### Problem details:
Without the pictures, output the records below exactly as they are.

[Saved data entries]
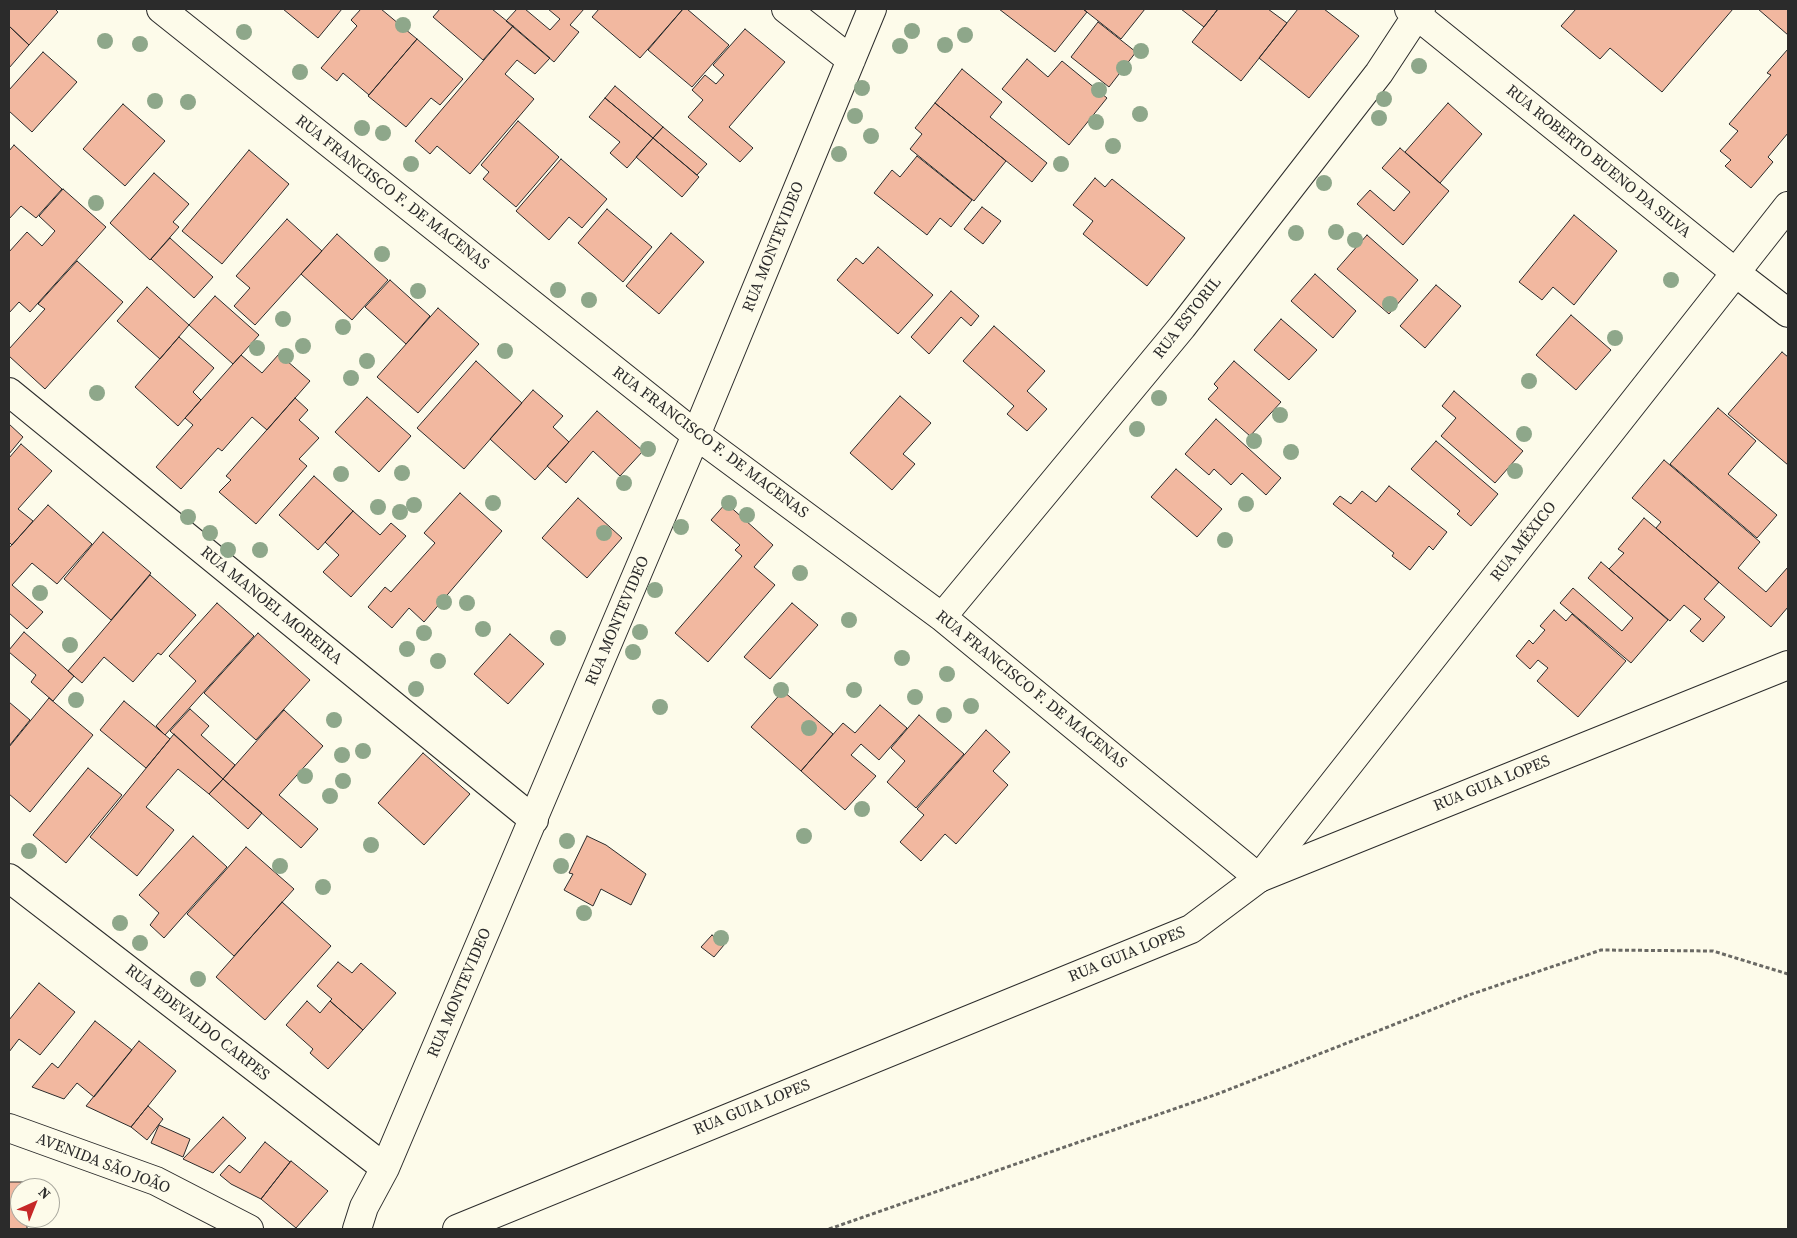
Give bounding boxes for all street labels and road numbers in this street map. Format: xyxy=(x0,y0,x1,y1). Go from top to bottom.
street label: RUA ROBERTO BUENO DA SILVA xyxy=(1502,81,1694,243)
street label: RUA FRANCISCO F. DE MACENAS xyxy=(291,111,493,275)
street label: RUA MONTEVIDEO xyxy=(739,179,809,315)
street label: RUA ESTORIL xyxy=(1150,273,1226,363)
street label: RUA FRANCISCO F. DE MACENAS xyxy=(608,363,812,523)
street label: RUA MÉXICO xyxy=(1487,498,1561,586)
street label: RUA MANOEL MOREIRA xyxy=(196,543,346,669)
street label: RUA MONTEVIDEO xyxy=(582,553,654,689)
street label: RUA FRANCISCO F. DE MACENAS xyxy=(932,607,1130,773)
street label: RUA GUIA LOPES xyxy=(1431,752,1553,816)
street label: RUA GUIA LOPES xyxy=(1066,923,1188,987)
street label: RUA MONTEVIDEO xyxy=(424,925,496,1061)
street label: RUA EDEVALDO CARPES xyxy=(121,961,273,1085)
street label: RUA GUIA LOPES xyxy=(691,1076,813,1140)
street label: AVENIDA SÃO JOÃO xyxy=(33,1130,173,1198)

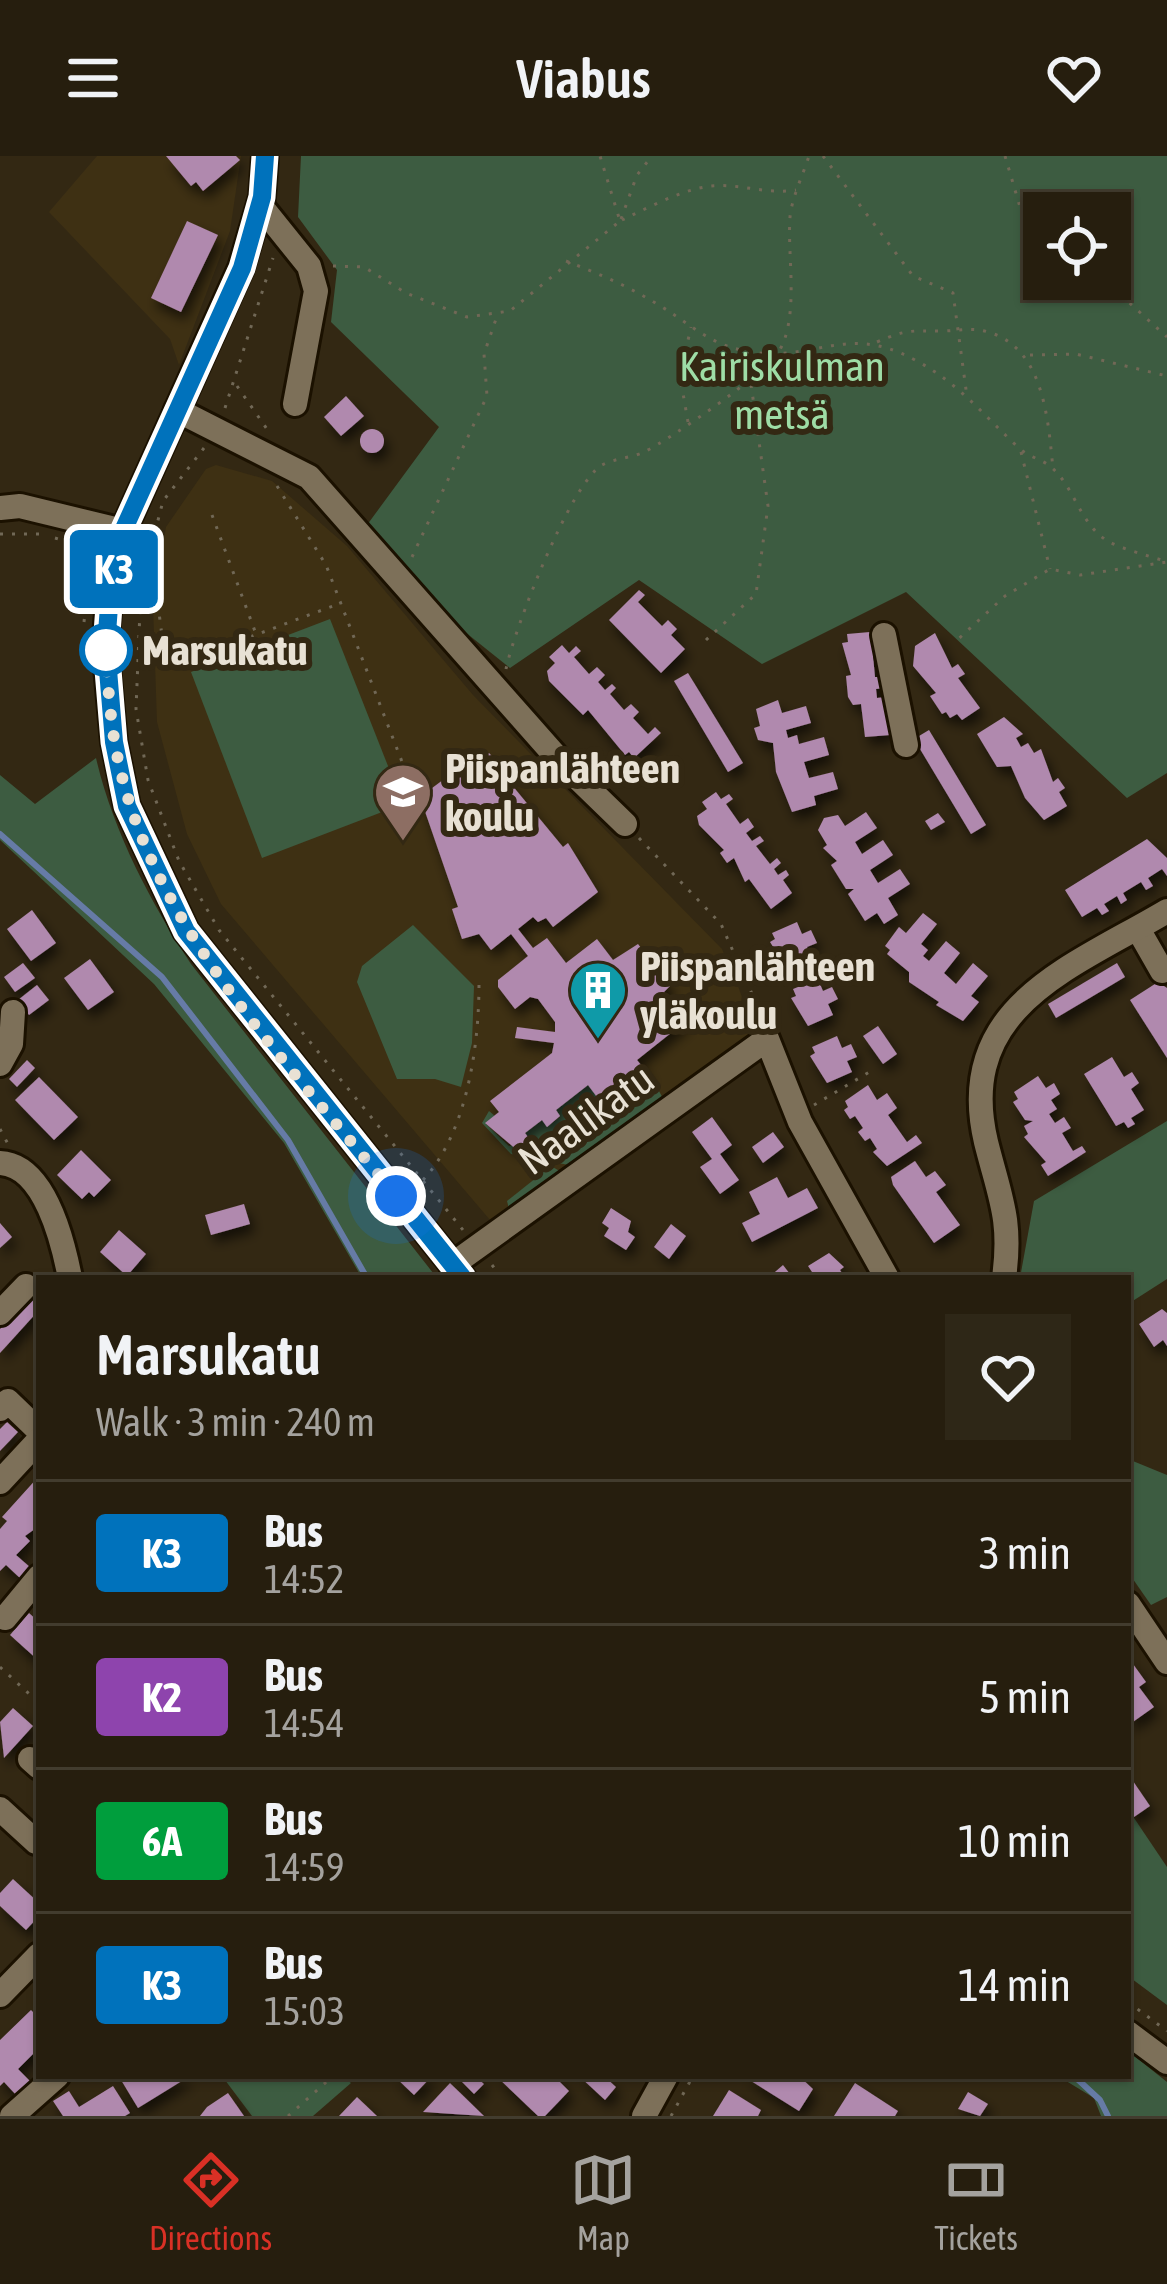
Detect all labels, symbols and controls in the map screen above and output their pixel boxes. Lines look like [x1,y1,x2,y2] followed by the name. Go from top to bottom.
[60,45,126,111] icon: menu
[1041,45,1107,111] icon: heart
[516,48,651,109] text: Viabus
[1023,192,1131,300] map controls
[1023,192,1131,300] button: locate
[679,342,885,438] park label: Kairiskulman metsä
[60,530,168,608] line badge: K3
[94,545,134,593] text: K3
[81,625,131,675] marker: Marsukatu
[142,626,308,674] place label: Marsukatu
[445,744,680,840] place label: Piispanlähteen koulu
[372,761,434,843] school or university icon: Piispanlähteen koulu
[640,942,875,1038] place label: Piispanlähteen yläkoulu
[567,959,629,1041] building icon: Piispanlähteen yläkoulu
[509,1054,663,1184] street label: Naalikatu
[366,1166,426,1226] your location
[945,1314,1071,1440] button: heart
[96,1322,321,1387] text: Marsukatu
[96,1400,375,1444] text: Walk · 3 min · 240 m
[264,1505,323,1557] text: Bus
[979,1527,1071,1579] text: 3 min
[142,1529,182,1577] text: K3
[264,1557,344,1601] text: 14:52
[264,1649,323,1701] text: Bus
[979,1671,1071,1723] text: 5 min
[142,1673,182,1721] text: K2
[264,1701,344,1745] text: 14:54
[264,1793,323,1845] text: Bus
[958,1815,1071,1867] text: 10 min
[142,1817,182,1865] text: 6A
[264,1845,344,1889] text: 14:59
[264,1937,323,1989] text: Bus
[958,1959,1071,2011] text: 14 min
[142,1961,182,2009] text: K3
[264,1989,345,2033] text: 15:03
[149,2147,272,2257] tab: Directions
[570,2147,636,2257] tab: Map
[934,2147,1018,2257] tab: Tickets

### Reply:
Give bounding boxes for all street labels and road numbers in this street map. Format: xyxy=(x0,y0,x1,y1). Go from top to bottom.
street label: RUA ROBERTO BUENO DA SILVA xyxy=(1502,81,1694,243)
street label: RUA FRANCISCO F. DE MACENAS xyxy=(291,111,493,275)
street label: RUA MONTEVIDEO xyxy=(739,179,809,315)
street label: RUA ESTORIL xyxy=(1150,273,1226,363)
street label: RUA FRANCISCO F. DE MACENAS xyxy=(608,363,812,523)
street label: RUA MÉXICO xyxy=(1487,498,1561,586)
street label: RUA MANOEL MOREIRA xyxy=(196,543,346,669)
street label: RUA MONTEVIDEO xyxy=(582,553,654,689)
street label: RUA FRANCISCO F. DE MACENAS xyxy=(932,607,1130,773)
street label: RUA GUIA LOPES xyxy=(1431,752,1553,816)
street label: RUA GUIA LOPES xyxy=(1066,923,1188,987)
street label: RUA MONTEVIDEO xyxy=(424,925,496,1061)
street label: RUA EDEVALDO CARPES xyxy=(121,961,273,1085)
street label: RUA GUIA LOPES xyxy=(691,1076,813,1140)
street label: AVENIDA SÃO JOÃO xyxy=(33,1130,173,1198)

Detect all labels, symbols and controls in the map screen above and output their pixel boxes. Lines look like [x1,y1,x2,y2] followed by the name. Go from top to bottom.
[60,45,126,111] icon: menu
[1041,45,1107,111] icon: heart
[516,48,651,109] text: Viabus
[1023,192,1131,300] map controls
[1023,192,1131,300] button: locate
[679,342,885,438] park label: Kairiskulman metsä
[60,530,168,608] line badge: K3
[94,545,134,593] text: K3
[81,625,131,675] marker: Marsukatu
[142,626,308,674] place label: Marsukatu
[445,744,680,840] place label: Piispanlähteen koulu
[372,761,434,843] school or university icon: Piispanlähteen koulu
[640,942,875,1038] place label: Piispanlähteen yläkoulu
[567,959,629,1041] building icon: Piispanlähteen yläkoulu
[509,1054,663,1184] street label: Naalikatu
[366,1166,426,1226] your location
[945,1314,1071,1440] button: heart
[96,1322,321,1387] text: Marsukatu
[96,1400,375,1444] text: Walk · 3 min · 240 m
[264,1505,323,1557] text: Bus
[979,1527,1071,1579] text: 3 min
[142,1529,182,1577] text: K3
[264,1557,344,1601] text: 14:52
[264,1649,323,1701] text: Bus
[979,1671,1071,1723] text: 5 min
[142,1673,182,1721] text: K2
[264,1701,344,1745] text: 14:54
[264,1793,323,1845] text: Bus
[958,1815,1071,1867] text: 10 min
[142,1817,182,1865] text: 6A
[264,1845,344,1889] text: 14:59
[264,1937,323,1989] text: Bus
[958,1959,1071,2011] text: 14 min
[142,1961,182,2009] text: K3
[264,1989,345,2033] text: 15:03
[149,2147,272,2257] tab: Directions
[570,2147,636,2257] tab: Map
[934,2147,1018,2257] tab: Tickets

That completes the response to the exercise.